EXERCISE PROMPT: Which lines below contain the word "stream"? Copy each of them.

[Opening SUPPLIED INFORMATION section]

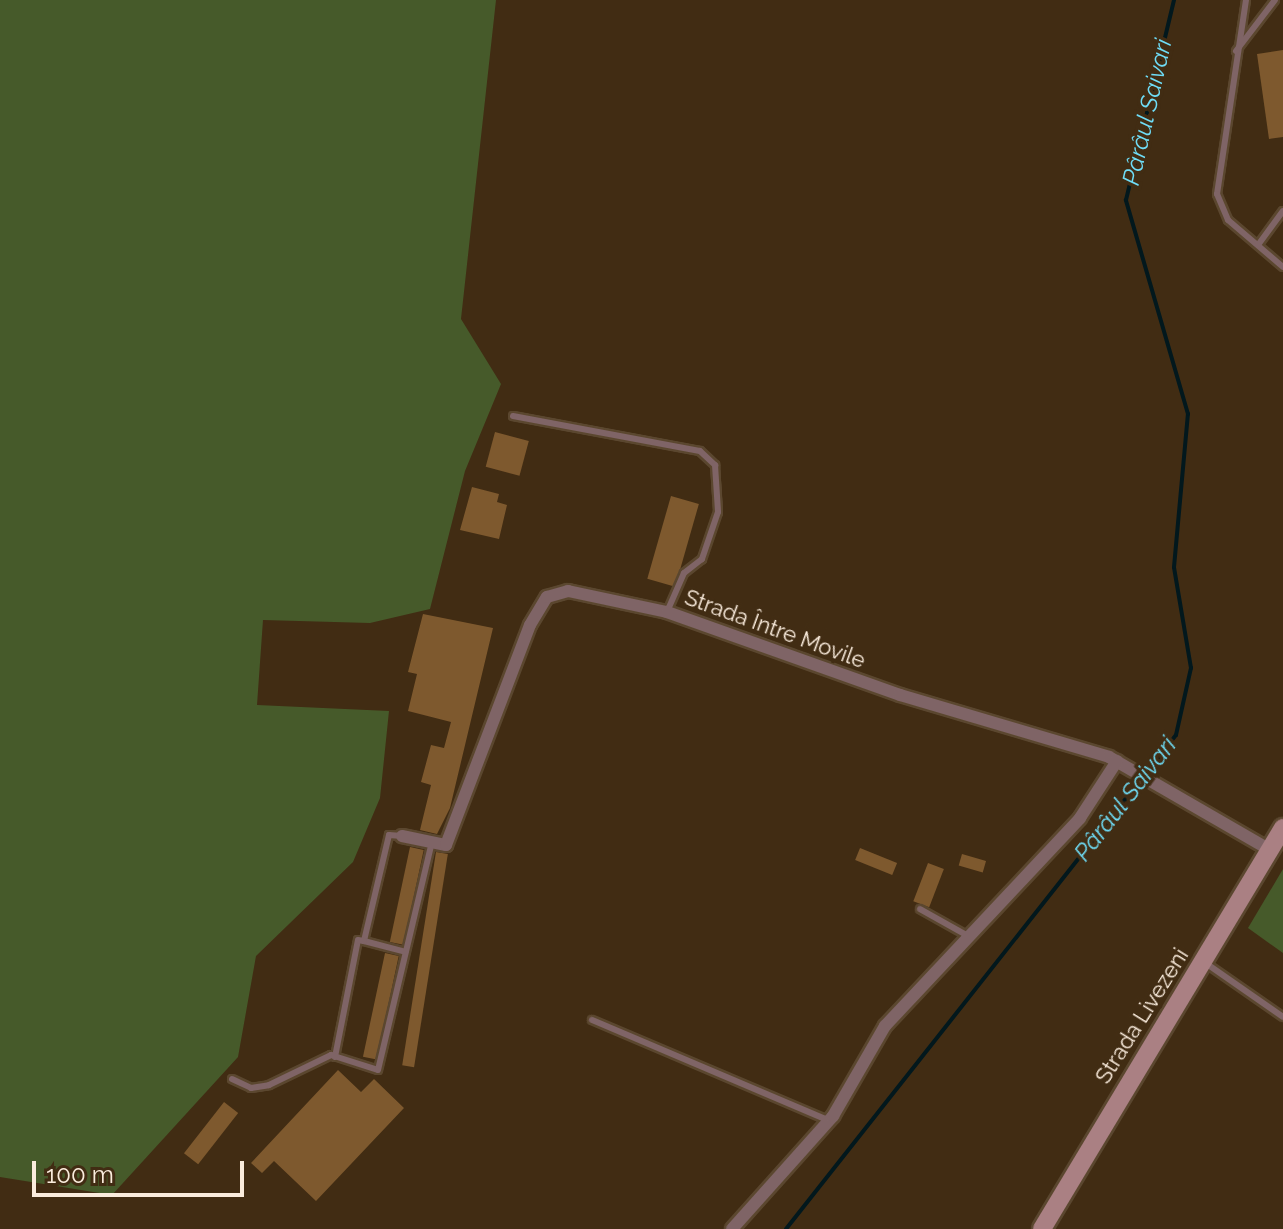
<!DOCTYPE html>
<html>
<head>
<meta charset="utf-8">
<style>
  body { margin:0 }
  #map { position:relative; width:1283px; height:1229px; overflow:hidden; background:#412c13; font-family:Raleway,sans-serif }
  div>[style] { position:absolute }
  .green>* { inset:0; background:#465a2a }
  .stream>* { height:4px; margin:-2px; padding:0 2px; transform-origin:2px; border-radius:2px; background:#02181d }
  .building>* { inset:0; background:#7e592e; transform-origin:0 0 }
  .roads { filter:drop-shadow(2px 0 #5b472f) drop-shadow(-2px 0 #5b472f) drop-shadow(0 2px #5b472f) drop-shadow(0 -2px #5b472f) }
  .service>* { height:6px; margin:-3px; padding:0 3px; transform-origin:3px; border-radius:3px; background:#7f6466 }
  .minor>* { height:12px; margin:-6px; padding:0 6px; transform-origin:6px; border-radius:6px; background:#7f6466 }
  .secondary>* { height:18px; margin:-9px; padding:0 9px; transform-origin:9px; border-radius:9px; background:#aa8083 }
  span { translate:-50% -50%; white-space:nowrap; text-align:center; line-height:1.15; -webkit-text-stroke:7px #412c13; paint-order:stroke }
  .street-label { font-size:22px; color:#faecdd }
  .water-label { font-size:24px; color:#6fddf7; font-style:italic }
  .scale { position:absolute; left:32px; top:1161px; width:212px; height:36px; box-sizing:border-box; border:4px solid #faecdd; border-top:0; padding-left:10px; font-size:24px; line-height:28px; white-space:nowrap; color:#faecdd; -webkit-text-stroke:6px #412c13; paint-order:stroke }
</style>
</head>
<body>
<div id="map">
  <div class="green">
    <i style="clip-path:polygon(0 0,496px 0,461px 319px,501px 384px,465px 471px,430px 609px,370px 623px,263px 620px,257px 705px,389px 711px,380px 798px,353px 862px,256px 956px,238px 1057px,112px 1195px,0 1177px)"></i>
    <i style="clip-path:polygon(1283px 869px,1283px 953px,1248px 928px)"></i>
  </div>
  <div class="stream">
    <i style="left:786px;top:1229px;width:629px;rotate:-51.71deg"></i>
    <i style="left:1176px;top:735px;width:69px;rotate:-77.4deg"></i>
    <i style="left:1191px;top:668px;width:102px;rotate:-99.6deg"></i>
    <i style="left:1174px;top:567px;width:154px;rotate:-84.8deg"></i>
    <i style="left:1188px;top:414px;width:223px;rotate:-106.2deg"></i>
    <i style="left:1126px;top:200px;width:206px;rotate:-76.5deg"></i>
  </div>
  <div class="building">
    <i style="clip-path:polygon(1283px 50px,1283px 137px,1269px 139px,1257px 54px)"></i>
    <i style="left:495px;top:432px;width:35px;height:36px;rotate:15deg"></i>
    <i style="clip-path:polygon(472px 487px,499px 494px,497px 502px,507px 505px,499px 539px,460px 530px)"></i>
    <i style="left:671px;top:496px;width:29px;height:86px;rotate:16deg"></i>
    <i style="clip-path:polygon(423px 614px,493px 628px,450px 808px,437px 834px,420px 830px,431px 785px,421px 782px,431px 745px,444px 748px,451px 722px,408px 711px,417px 674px,408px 672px)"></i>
    <i style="left:410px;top:847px;width:14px;height:97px;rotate:12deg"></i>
    <i style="left:860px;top:848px;width:40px;height:13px;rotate:22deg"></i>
    <i style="left:436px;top:852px;width:12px;height:216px;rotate:9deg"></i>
    <i style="left:962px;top:854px;width:25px;height:12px;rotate:16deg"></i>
    <i style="left:928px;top:863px;width:17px;height:41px;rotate:21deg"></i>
    <i style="left:385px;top:953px;width:14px;height:106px;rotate:12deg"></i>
    <i style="clip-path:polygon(338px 1070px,361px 1092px,374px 1079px,404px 1108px,316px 1201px,274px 1161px,262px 1173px,251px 1163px)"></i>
    <i style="left:224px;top:1102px;width:18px;height:65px;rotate:38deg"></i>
  </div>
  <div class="roads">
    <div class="service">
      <i style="left:1246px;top:0;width:196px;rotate:98.5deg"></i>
      <i style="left:1217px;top:194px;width:28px;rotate:67deg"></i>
      <i style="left:1228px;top:220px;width:72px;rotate:40.5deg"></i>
      <i style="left:1236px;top:51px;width:64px;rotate:-52.6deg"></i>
      <i style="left:1258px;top:245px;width:42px;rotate:-53.7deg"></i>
      <i style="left:513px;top:416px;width:190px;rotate:10.6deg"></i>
      <i style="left:700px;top:451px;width:21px;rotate:43deg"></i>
      <i style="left:715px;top:465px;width:47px;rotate:86.3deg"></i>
      <i style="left:718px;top:512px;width:50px;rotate:108.8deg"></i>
      <i style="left:702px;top:559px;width:23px;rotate:142deg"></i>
      <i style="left:684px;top:573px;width:43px;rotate:113.6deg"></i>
      <i style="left:402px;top:836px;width:13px;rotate:-176deg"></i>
      <i style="left:389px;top:835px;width:109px;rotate:103.3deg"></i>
      <i style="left:364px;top:941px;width:43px;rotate:14.7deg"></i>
      <i style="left:920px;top:909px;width:57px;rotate:29.2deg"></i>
      <i style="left:1204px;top:962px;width:96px;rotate:34.8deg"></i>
      <i style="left:592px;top:1020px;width:259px;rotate:23deg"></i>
      <i style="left:335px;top:1057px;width:119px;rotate:-78.9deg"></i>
      <i style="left:358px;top:940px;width:6px;rotate:9deg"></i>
      <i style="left:232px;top:1079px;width:21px;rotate:25deg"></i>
      <i style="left:251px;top:1088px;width:18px;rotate:-9deg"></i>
      <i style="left:269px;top:1085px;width:69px;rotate:-25.8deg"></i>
      <i style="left:331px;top:1055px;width:49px;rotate:17.7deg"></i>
      <i style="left:378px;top:1070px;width:234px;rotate:-76.7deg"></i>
    </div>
    <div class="minor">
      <i style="left:402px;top:836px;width:45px;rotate:11.6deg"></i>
      <i style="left:446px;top:845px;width:235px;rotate:-69.1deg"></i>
      <i style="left:530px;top:625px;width:33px;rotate:-59deg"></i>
      <i style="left:547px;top:597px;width:22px;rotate:-16deg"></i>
      <i style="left:568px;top:591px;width:101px;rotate:12deg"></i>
      <i style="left:667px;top:612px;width:247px;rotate:19.6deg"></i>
      <i style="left:900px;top:695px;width:218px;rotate:16.5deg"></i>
      <i style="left:1109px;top:757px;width:186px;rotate:30deg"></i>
      <i style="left:732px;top:1229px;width:152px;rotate:-48.2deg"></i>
      <i style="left:833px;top:1116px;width:104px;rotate:-60deg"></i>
      <i style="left:885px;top:1026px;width:285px;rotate:-46.8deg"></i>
      <i style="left:1080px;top:818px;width:68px;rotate:-57deg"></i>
    </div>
    <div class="secondary">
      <i style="left:1042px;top:1229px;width:468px;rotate:-59deg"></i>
    </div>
  </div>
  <div class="street-label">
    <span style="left:775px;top:629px;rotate:20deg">Strada Între Movile</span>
    <span style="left:1142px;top:1016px;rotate:-58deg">Strada Livezeni</span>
  </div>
  <div class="water-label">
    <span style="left:1147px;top:112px;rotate:-77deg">Pârâul Saivari</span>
    <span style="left:1125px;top:799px;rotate:-52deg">Pârâul Saivari</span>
  </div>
  <div class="scale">100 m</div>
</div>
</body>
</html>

[Closing SUPPLIED INFORMATION section]

ANSWER FOR THE TASK:
  .stream>* { height:4px; margin:-2px; padding:0 2px; transform-origin:2px; border-radius:2px; background:#02181d }
  <div class="stream">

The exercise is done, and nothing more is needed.